My favourite was the titular poem, which is quite different from the others.
THE SHOUT
We went out into the school yard together, me and the boy whose name and face
I don’t remember. We were testing the range of the human voice: he had to shout for all he was worth,
I had to raise an arm from across the divide to signal back that the sound had carried.
He called from over the park—I lifted an arm. Out of bounds, he yelled from the end of the road,
from the foot of the hill, from beyond the look-out post of Fretwell’s Farm— I lifted an arm.
He left town, went on to be twenty years dead with a gunshot hole in the roof of his mouth, in Western Australia.
Boy with the name and face I don’t remember, you can stop shouting now, I can still hear you.
Maybe I'm not British enough, maybe I'm not smart enough, but man did most of these poems sail right over my head. A brilliant poem hits me in the heart, not just the brain, but most of these poems left me grasping for anything.
I'll tell you what, though: the titular poem is hands down amazing. I wish more of the poems in this collection were like it instead of instead of having repeating phrases (See what I did there?) and subtle and obvious rhymes.
Standout poems: The Shout (emotional punch / surprise ending) The Lost Letter of the Late Jud Fry (cool line breaks / structure) To His Lost Lover Robinson's Life Sentence You're Beautiful (alternating refrains)

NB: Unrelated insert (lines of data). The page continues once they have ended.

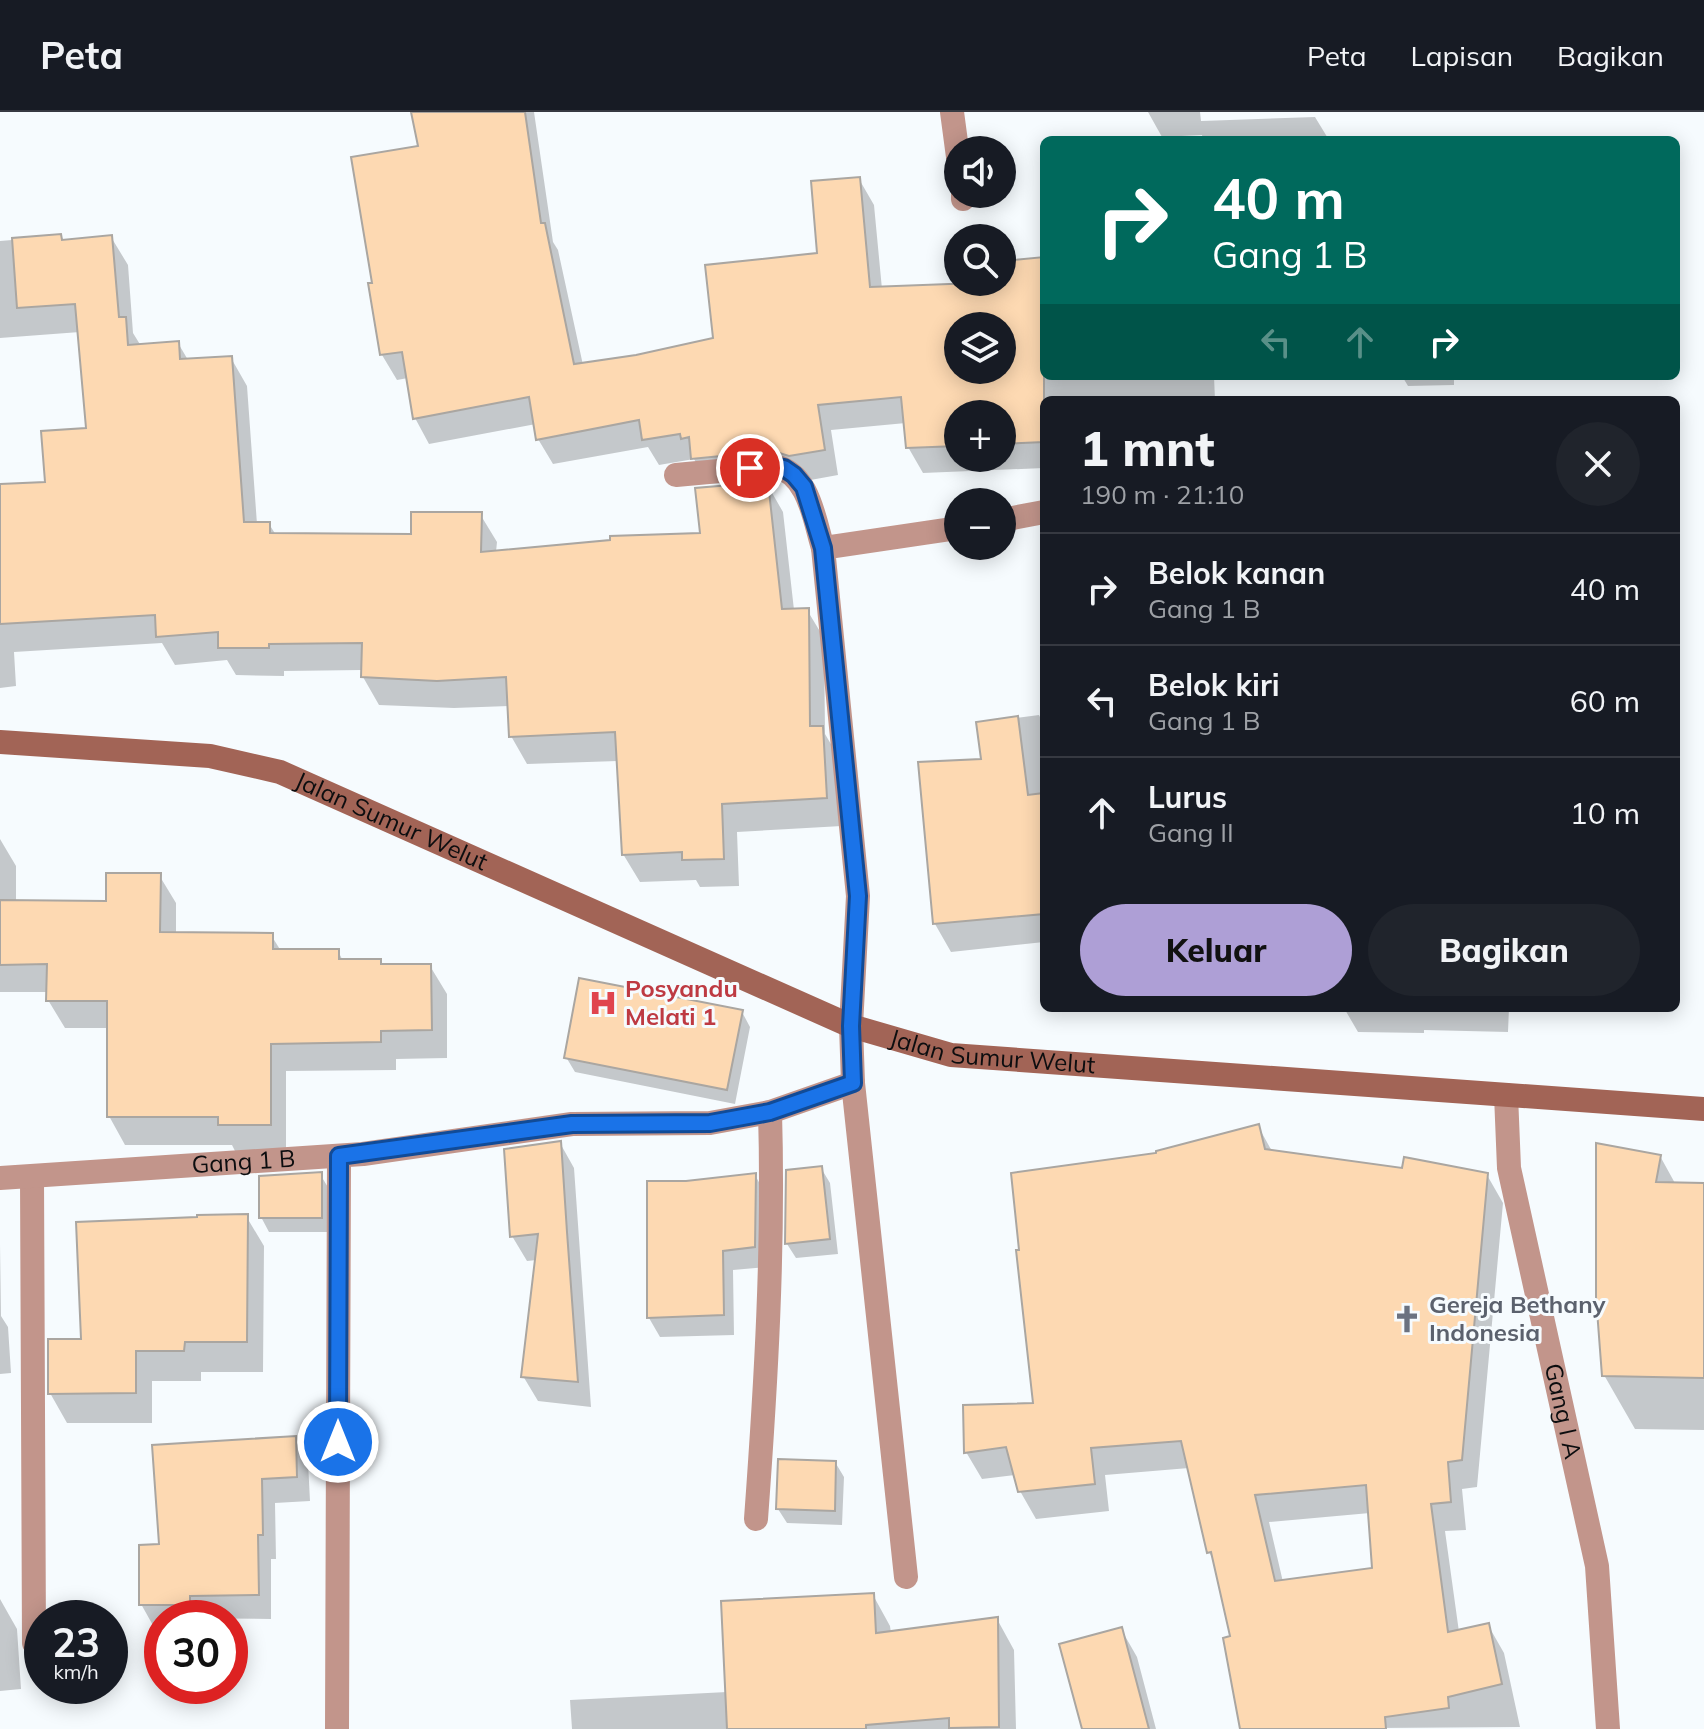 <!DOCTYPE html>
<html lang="id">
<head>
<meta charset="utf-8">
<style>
	:root { --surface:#171b24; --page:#20242c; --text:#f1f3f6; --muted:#9ea1a6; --line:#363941; --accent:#ae9fd6 }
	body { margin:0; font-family:Mulish,sans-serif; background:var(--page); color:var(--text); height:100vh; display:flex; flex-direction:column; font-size:30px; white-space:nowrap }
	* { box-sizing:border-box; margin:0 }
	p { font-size:26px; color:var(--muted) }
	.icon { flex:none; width:44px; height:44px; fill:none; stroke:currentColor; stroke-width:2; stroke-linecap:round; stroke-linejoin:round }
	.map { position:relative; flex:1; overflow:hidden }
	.drawer { position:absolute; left:1040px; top:284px; width:640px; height:616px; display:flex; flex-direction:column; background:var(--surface); border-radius:12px; box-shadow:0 4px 20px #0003 }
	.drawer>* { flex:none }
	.guide { position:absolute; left:1040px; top:24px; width:640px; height:244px; border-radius:12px; box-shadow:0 4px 20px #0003; background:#00695c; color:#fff; overflow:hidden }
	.fabs { position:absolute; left:944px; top:24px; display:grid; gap:16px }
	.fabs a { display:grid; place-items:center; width:72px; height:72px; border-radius:50%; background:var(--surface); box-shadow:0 4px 20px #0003; font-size:40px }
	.speed { position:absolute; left:24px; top:1488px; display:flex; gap:16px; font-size:40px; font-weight:700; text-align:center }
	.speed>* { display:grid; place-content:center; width:104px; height:104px; border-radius:50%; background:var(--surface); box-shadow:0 4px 20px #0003; line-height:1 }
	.speed small { font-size:20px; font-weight:400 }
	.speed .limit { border:12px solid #d22; background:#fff; color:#111 }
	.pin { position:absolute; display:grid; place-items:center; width:68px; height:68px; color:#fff; margin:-34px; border:4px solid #fff; border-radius:50%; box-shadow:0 2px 8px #0007 }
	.me { position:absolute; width:88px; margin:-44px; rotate:0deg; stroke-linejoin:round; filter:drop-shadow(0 0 6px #0008) }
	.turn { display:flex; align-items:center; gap:28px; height:168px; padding:0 40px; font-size:36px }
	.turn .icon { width:104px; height:104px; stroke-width:2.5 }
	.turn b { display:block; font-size:56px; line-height:68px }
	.lanes { display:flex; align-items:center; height:76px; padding:0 40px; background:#0003; justify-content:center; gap:40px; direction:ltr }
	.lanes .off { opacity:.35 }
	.round { display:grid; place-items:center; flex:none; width:84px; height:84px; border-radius:42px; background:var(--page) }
	.overview { display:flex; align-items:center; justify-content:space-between; height:136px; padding:0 40px }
	h1 { font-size:48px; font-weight:800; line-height:60px }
	.cta { display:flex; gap:16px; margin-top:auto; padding:16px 40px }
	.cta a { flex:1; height:92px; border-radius:48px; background:var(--accent); color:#111; font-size:32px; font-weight:800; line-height:92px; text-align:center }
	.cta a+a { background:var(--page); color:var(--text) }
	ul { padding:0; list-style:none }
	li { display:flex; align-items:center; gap:24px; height:112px; padding:0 40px; border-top:2px solid var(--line) }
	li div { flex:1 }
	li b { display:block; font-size:30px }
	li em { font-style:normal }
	header { display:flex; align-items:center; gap:48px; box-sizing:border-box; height:112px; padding:0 40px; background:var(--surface); border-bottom:2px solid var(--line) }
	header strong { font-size:38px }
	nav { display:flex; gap:44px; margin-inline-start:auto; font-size:28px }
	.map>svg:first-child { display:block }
	.shadow { fill:#0003; fill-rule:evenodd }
	.building { fill:#fdd9b2; stroke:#aaa6a1; stroke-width:2; fill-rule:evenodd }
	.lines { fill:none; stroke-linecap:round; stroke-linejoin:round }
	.street { stroke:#c2958b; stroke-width:24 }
	.secondary { stroke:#a26456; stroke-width:24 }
	.route-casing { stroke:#114b97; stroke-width:20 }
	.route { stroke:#1a73e8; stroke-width:14 }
	.labels { text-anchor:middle; stroke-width:6; stroke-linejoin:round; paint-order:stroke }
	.street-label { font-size:24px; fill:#0c0d0f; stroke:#f6fbfe }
	.health-label { font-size:24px; font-weight:bold; fill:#be3a42; stroke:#f6fbfe; text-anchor:start }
	.worship-label { font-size:24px; font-weight:bold; fill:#5b616d; stroke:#f6fbfe; text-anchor:start }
</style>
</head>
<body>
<header>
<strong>Peta</strong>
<nav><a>Peta</a><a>Lapisan</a><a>Bagikan</a></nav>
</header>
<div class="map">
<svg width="1704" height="1617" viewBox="0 0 1704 1617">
	<rect width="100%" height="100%" fill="#f6fbfe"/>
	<path class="shadow" d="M413,0h121l19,130 5,8 25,115 54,-9 78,-17 105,-84 39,-76 15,26 8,84 89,-2 -1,-5h32v-19l42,-4v117h170l1,24h-171v68l-121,5 -15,-26 -2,-24 -75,7 7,45 -33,6 -17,-5 -80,8 -14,-25 -35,6 -11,-18 -95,17 -15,-25 -2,-15 -107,20 -14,-26 -7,-40 -11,2 -15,-25 -8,-71 47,-137zM958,214h44v44h-44zM958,302h44v44h-44z
		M1148,0h52l1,9 114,-4 14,23h-126l-1,-5 -40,2z
		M60,124l3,6 48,-5 17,28 5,68 8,13 37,-3 10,17 43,-2 16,28 10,138h12l7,11 137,1 67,-22 17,28 -1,10 206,-17 65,-51 16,28 11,98h13l17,28 1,96 13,22 4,70 -105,6 2,54 -39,1 -4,-7 -56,2 -17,-28 -5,-93 -91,3 -16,-28 -2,-30 -55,2 -75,-3 -16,-28v-7l-79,1v5l-48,-1 -9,-15 -52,5 -13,-22 -148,9 2,34 -16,2v-181l49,-3 39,-74 -8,-98 -80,6v-97z
		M1402,264h52v9l-46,1z
		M1039,603l5,10v217l-93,10 -16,-28 -15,-160 63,-3 -4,-38z
		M0,727l16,27v36l92,1 51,-28 17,28v31l95,1 10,16h57l5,10h36l4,5h47l17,28v64l-51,1v11l-110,1v82h-50l-4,-8h-107l-16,-29v-88h-44l-17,-28v-8h-48z
		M1344,896h165l-1,24 -84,-2v3l-66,-1z
		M742,900l8,15 -15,77 -160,-32 -9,-15z
		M1258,1014l15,27 130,17 84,5 16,28 -26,284 -15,2 4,41 -21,1 14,101 29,-7 16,28 16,74 -279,2 -8,-91 -17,-73 -7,-13 -20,-84 -84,7 4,36 -73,8 -16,-28 -5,-16 -33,4 -16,-27 70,-47 122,-251zM1370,1401l5,57 -92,12 -14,-60z
		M560,1031l14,25 17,239 -53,-6 -15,-25 14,-116 -10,1 -15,-25z
		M1660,1044l16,29h28v245l-69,-1 -31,-54z
		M821,1056l9,15 8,71 -42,4 -9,-14z
		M320,1062l9,15v43h-60l-8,-15z
		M755,1063l11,20v72l-33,3 1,65 -74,2 -11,-19 37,-135z
		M246,1104l18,30 -1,126h-62v9h-49v42h-85l-17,-30 33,-52z
		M0,1132l1,72 7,11 3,46 -11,1z
		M294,1326l14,24 2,39 -35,2 1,56h-5v60l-109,-1v11h-7l-14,-25 20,-58z
		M835,1350l9,15 -2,48 -55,-2 -9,-14z
		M873,1483l17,31 1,7 106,-14 17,31 2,79h-444l-2,-29 157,-8z
		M0,1487l17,30 4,60 -21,2z
		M1121,1517l16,28 19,72h-72z"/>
	<path class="building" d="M411,0h114l16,111h4l29,141 62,-9 77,-17 -8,-73 112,-12 -6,-72 49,-4 10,110 132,-5v-21l42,-4v185l-42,2v-30h-44v32l-52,2 -5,-51 -83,8 7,45 -36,6 -16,-5 -82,8 -2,-22 -8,2 -1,-5 -38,6 -3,-20 -103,20 -7,-43 -116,22 -11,-67 -22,3 -12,-72h4l-21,-126 67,-11zM958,214h44v44h-44z
		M61,122l1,6 50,-5 7,82h7l2,28 51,-4 1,18 52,-3 12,166h26v11l141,1v-22h71l-1,40 129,-12v-4l90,-3 -5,-45 73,-6 14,127 27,-1 1,118h13l4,72 -105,6 2,55 -42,1v-8l-60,3 -7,-123 -106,5 -3,-60 -69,4 -76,-4 1,-34 -93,1v4h-51v-16l-62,5 -1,-22 -155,9v-140l45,-2 -4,-51 45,-3 -11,-124 -58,4 -5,-70z
		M1018,604l10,79 16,-2v121l-111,10 -15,-162 63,-3 -5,-37z
		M106,761h55l-1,59 113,1v16h66v10h42v5h50l1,66 -51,1v11l-110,2v81h-53v-8h-111v-116h-61l1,-37 -47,1v-65l106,1z
		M579,866l164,32 -16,80 -163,-32z
		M1259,1012l6,25 137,19 2,-11 84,16 -26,287 -14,2 3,40 -20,2 17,128 41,-9 13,61 -54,13 1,11 -64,9 1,12h-146l-17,-91 7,-2 -19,-84 -4,1 -26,-112 -90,7 4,36 -77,8 -12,-45 -42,6 -1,-48 70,-2 -17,-153h3l-8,-77 145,-20v-2zM1366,1373l6,83 -97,13 -20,-86z
		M561,1029l6,91 11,150 -57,-5 17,-143 -28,3 -6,-88z
		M1596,1031l65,12 -5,27 48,1v195l-102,-2 -6,-79z
		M822,1054l8,73 -45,5 1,-74z
		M322,1060v46h-63v-42z
		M756,1061l-1,74 -32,4 1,64 -77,3v-137h39z
		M248,1102l-1,128h-62l-1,9h-48v42l-88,1v-55h33l-5,-117 121,-5v-2z
		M296,1324l1,41 -35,2 1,56h-5l1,60 -69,1v9h-51v-60l20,-1 -7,-99z
		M778,1347l58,2 -1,50 -59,-2z
		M874,1481l2,40 122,-16 1,110 -50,1v-10l-83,7v4h-139l-6,-128z
		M1122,1515l27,102h-67l-23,-85z"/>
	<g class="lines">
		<g class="street">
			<path d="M952,0l6,45"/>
			<path d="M963,82v5"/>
			<path d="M676,363l98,-9c35,7 40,53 49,82"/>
			<path d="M1002,408l42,-8"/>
			<path id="s1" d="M1506,983l3,73 88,398 11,163"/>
			<path d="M32,1065l2,466"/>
			<path id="s2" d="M0,1066l363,-24 209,-30 138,-1 60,-11 83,-29"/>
			<path d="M756,1407c10,-136 18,-271 14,-407"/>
			<path d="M906,1465l-53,-494 -2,-57 7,-130 -35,-348 135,-20"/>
			<path d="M337,1617l2,-573"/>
		</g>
		<path class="secondary" id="s3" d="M0,630l210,14 70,16 571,254 100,29 753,54"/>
	</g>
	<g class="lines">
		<defs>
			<path id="route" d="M338,1330l1,-286 233,-32 138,-1 60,-11 83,-29 -2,-57 7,-130 -35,-348 -19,-61 -10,-12 -10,-7 -10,-2 -24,2"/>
		</defs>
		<use href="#route" class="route-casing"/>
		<use href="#route" class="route"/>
	</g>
	<defs>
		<symbol id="hospital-bare" viewBox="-9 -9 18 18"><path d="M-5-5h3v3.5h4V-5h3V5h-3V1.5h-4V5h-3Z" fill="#e0444e" stroke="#f6fbfe" stroke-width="2.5" paint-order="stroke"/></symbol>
		<symbol id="church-bare" viewBox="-9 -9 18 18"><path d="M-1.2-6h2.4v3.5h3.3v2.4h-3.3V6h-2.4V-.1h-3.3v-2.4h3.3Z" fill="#6b7280" stroke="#f6fbfe" stroke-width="2.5" paint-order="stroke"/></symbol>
	</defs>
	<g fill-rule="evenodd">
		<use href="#hospital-bare" x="583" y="871" width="40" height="40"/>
		<use href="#church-bare" x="1387" y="1187" width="40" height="40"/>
	</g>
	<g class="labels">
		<g class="street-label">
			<text dy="8" stroke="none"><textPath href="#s3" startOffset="404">Jalan Sumur Welut</textPath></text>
			<text dy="8" stroke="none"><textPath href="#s3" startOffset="1052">Jalan Sumur Welut</textPath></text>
			<text dy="8" stroke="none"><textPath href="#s2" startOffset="244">Gang 1 B</textPath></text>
			<text dy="8" stroke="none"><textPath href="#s1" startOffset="322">Gang I A</textPath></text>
		</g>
		<g class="health-label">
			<text x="625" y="885">Posyandu<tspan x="625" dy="28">Melati 1</tspan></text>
		</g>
		<g class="worship-label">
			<text x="1429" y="1201">Gereja Bethany<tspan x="1429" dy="28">Indonesia</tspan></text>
		</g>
	</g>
</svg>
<div class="fabs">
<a><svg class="icon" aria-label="sound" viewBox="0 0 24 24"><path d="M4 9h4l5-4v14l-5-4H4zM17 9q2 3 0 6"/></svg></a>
<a><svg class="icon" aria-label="search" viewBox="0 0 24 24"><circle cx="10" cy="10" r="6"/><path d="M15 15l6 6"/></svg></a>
<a><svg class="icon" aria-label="layers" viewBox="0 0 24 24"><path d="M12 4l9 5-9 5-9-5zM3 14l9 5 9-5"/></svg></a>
<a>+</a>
<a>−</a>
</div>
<div class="speed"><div>23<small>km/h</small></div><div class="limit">30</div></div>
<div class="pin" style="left:750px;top:356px;background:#d93025"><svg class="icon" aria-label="arrive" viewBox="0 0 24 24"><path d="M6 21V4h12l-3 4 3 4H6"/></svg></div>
<svg class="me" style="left:338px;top:1330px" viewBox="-20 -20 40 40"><circle r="17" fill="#1a73e8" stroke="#fff" stroke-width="3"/><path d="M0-11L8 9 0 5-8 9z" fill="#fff"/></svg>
<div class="guide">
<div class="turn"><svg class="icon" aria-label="right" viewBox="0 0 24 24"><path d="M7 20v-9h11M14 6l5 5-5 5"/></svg><div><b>40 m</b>Gang 1 B</div></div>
<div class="lanes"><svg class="icon off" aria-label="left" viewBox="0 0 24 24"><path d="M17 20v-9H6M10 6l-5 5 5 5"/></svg><svg class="icon off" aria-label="ahead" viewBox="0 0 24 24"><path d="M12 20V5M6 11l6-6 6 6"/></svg><svg class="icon" aria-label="right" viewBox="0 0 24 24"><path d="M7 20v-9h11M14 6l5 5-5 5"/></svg></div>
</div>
<section class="drawer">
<div class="overview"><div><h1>1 mnt</h1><p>190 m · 21:10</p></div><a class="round"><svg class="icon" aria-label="close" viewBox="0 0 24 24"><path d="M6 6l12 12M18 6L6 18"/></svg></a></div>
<ul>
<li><svg class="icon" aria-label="right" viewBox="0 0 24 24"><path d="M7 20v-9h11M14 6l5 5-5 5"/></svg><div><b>Belok kanan</b><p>Gang 1 B</p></div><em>40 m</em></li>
<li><svg class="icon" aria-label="left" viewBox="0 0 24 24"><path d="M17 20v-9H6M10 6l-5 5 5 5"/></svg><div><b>Belok kiri</b><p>Gang 1 B</p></div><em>60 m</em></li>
<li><svg class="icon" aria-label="ahead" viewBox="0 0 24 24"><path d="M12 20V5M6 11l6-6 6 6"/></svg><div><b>Lurus</b><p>Gang II</p></div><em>10 m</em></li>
</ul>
<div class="cta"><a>Keluar</a><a>Bagikan</a></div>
</section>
</div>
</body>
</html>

The variety and skill in metrical forms and rhyme and the imaginative words are wonderful in these poems. The long poem - Five Eleven Ninety Nine (takes place on Guy Fawkes Day) - is particularly breathtaking and sweeps up a whole citizenry, almost like a Breughel painting or the story the Wide Net by Eudora Welty. The poem At Sea has a specially lovely stanza form that underlies the movement of its narrative. I agree with notes here about the links to Larkin.
The title poem, "The Shout," is breathtakingly moving. I only enjoyed two other poems from this collection, so I can't rate the whole book as three stars.